Technical information
- Licensing authority: FCC
- Facility ID: 34354
- Class: C3
- ERP: 6,100 watts
- HAAT: 43 meters (141 ft)
- Transmitter coordinates: 24°34′19″N 81°44′24″W﻿ / ﻿24.57194°N 81.74000°W

Links
- Public license information: Public file; LMS;
- Webcast: Listen Live
- Website: key937radio.com

= WKEY-FM =

WKEY-FM (93.7 MHz) is a radio station located in Key West, Florida, United States. It is owned by William Ostrander through licensee Radio One Key West, LLC., with advertising sales and station broadcast operations conducted through a partnership with Magnum Broadcasting. WKEY broadcasts a yacht rock format known as "Key 93.7", they broadcast from studios and offices located on Front Street in Key West and transmitter facilities located on 1st Avenue in the unincorporated area of Stock Island.

==History==
The station went on the air as WKRY on 93.5 MHz on November 17, 1985, with a beautiful music format. By 1989, it was an easy listening station with 20 hours of jazz music and 8 hours of classical music a week. On November 23, 1999, the station changed its call sign to the current WKEY-FM. On June 8, 2011, WKEY-FM changed formats to oldies, branded as "True Oldies". The station was moved to 93.7 MHz in 2013 as a contingency of relocating 104.3 MHz from West Palm Beach south toward the Miami market.

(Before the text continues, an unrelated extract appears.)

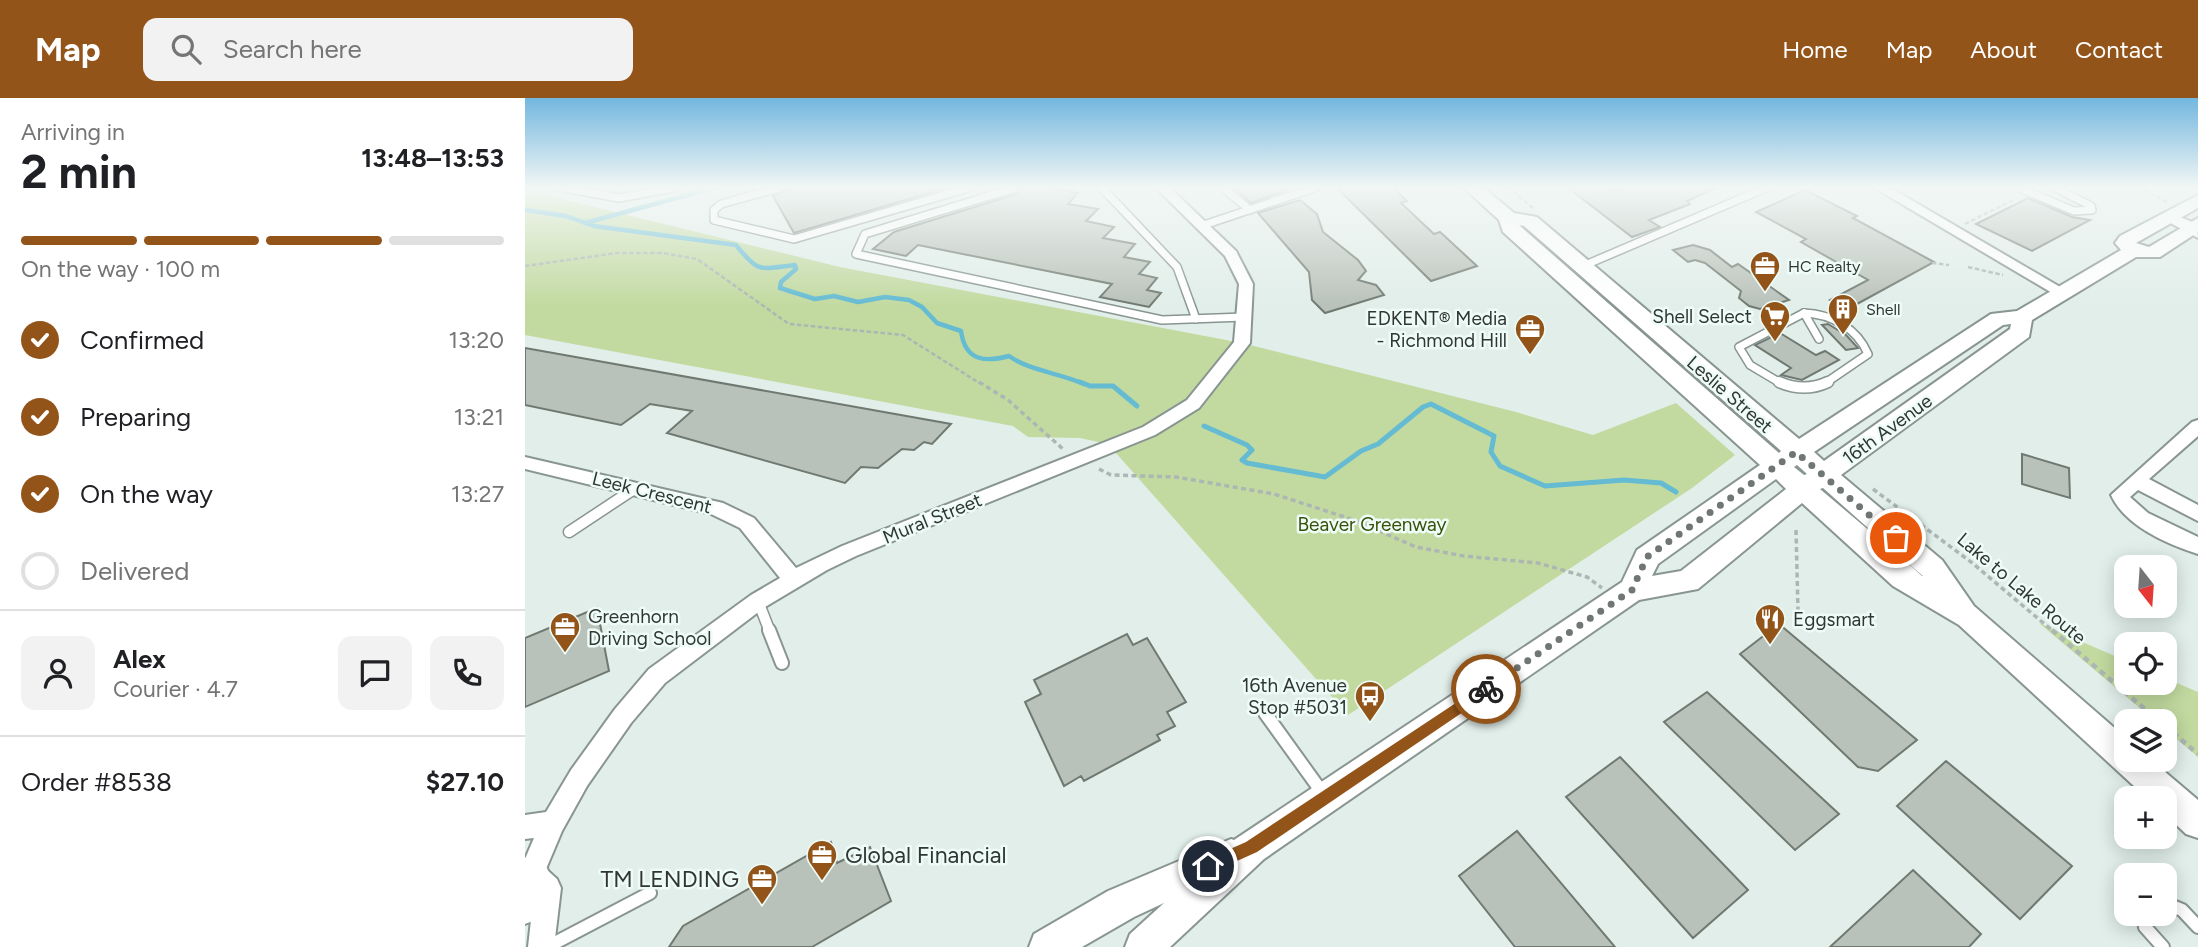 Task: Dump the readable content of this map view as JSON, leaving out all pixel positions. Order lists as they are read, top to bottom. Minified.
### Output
{"streets":{"main road":["Leslie Street","16th Avenue"],"street":["Leek Crescent","Mural Street"],"path":["Lake to Lake Route"]},"crossings":[["Leslie Street","16th Avenue"],["Leek Crescent","Mural Street"]],"parks":["Beaver Greenway"],"places":{"office":["HC Realty","EDKENT® Media - Richmond Hill","Greenhorn Driving School","Global Financial","TM LENDING"],"building":["Shell"],"supermarket":["Shell Select"],"restaurant":["Eggsmart"],"bus stop":["16th Avenue Stop #5031"]},"north":"bottom","page":{"header":"Map","search":"Search here","nav":["Home","Map","About","Contact"],"heading":["2 min","Arriving in","13:48–13:53"],"panel":["Alex","Courier · 4.7","Order #8538","$27.10"],"bar":"On the way · 100 m","list":[["Confirmed","13:20"],["Preparing","13:21"],["On the way","13:27"],"Delivered"],"map_buttons":["+","−"]}}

Jonathan Smith's Choice Radio Keys Corporation acquired the station in 2016. By that time, it was operating as part of a regional simulcast with WGMX and WKEZ-FM, known as "The Mix". The station then changed to classic hits as "Mix 93.7" on April 1, 2017. Due to an inability to pay outstanding debts, the company assigned the licenses of those stations and AM outlet WFFG to a trustee on June 4, 2018, to be sold for the benefit of creditors.

Effective November 4, 2020, the trustee sold WKEY-FM to Spottswood Partners II, Ltd., for $15,000 and the cancellation of a lease valued at $85,899. The station had been off the air since March 2020, with the trustee citing needed tower work. On January 8, 2021, WKEY-FM resumed broadcasting, branded as "93.7 NRG", a new non-stop dance and disco music format created by NRG Media of Florida, which leased the station from Spottswood.

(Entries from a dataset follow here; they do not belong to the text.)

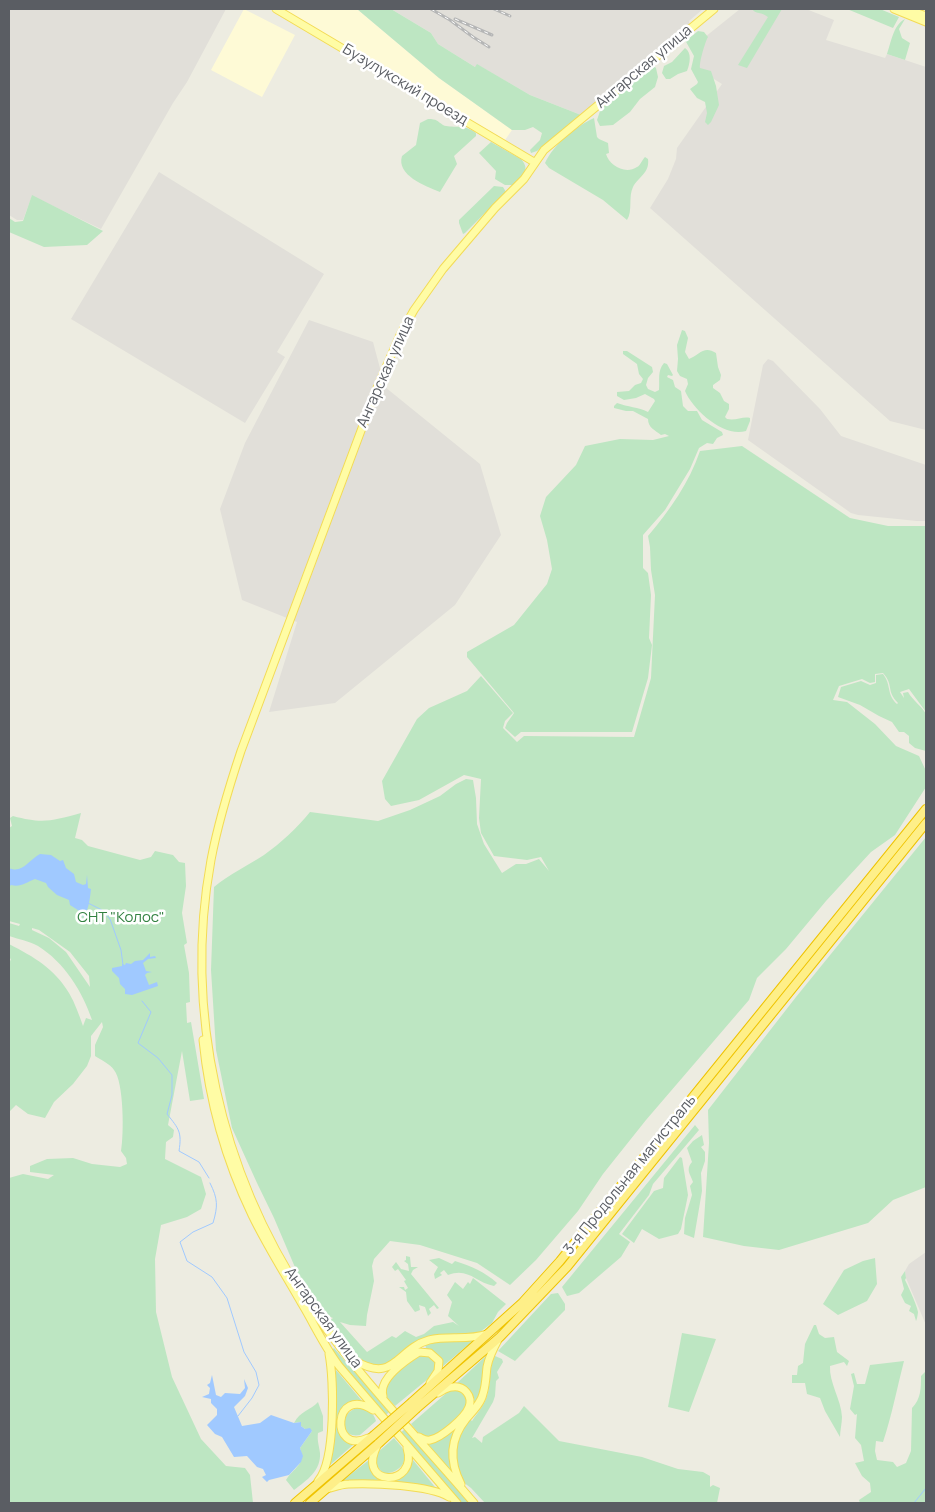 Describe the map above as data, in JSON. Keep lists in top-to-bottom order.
{
  "streets": {
    "highway": ["3-я Продольная магистраль"],
    "main road": ["Ангарская улица", "Бузулукский проезд"]
  },
  "crossings": [
    ["Ангарская улица", "Бузулукский проезд"]
  ],
  "parks": ["СНТ \"Колос\""]
}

WKEY was purchased by Radio One Key West, LLC—headed by Buffalo, New York, broadcaster William Ostrander, who goes by the name "Buddy Shula" and owns WECK serving that city—on October 1, 2022, for $301,000. On October 18, WKEY-FM‘s format changed from smooth jazz to "mellow rock", branded as "Key 93.7". Ostrander is in the process of selling WKEY to Magnum Broadcasting.

On February 6, 2026 William Ostrander and his Radio One Key West, LLC. completed the sale of WKEY-FM to Magnum Broadcasting which until the sale operated WKEY under a Local Marketing Agreement.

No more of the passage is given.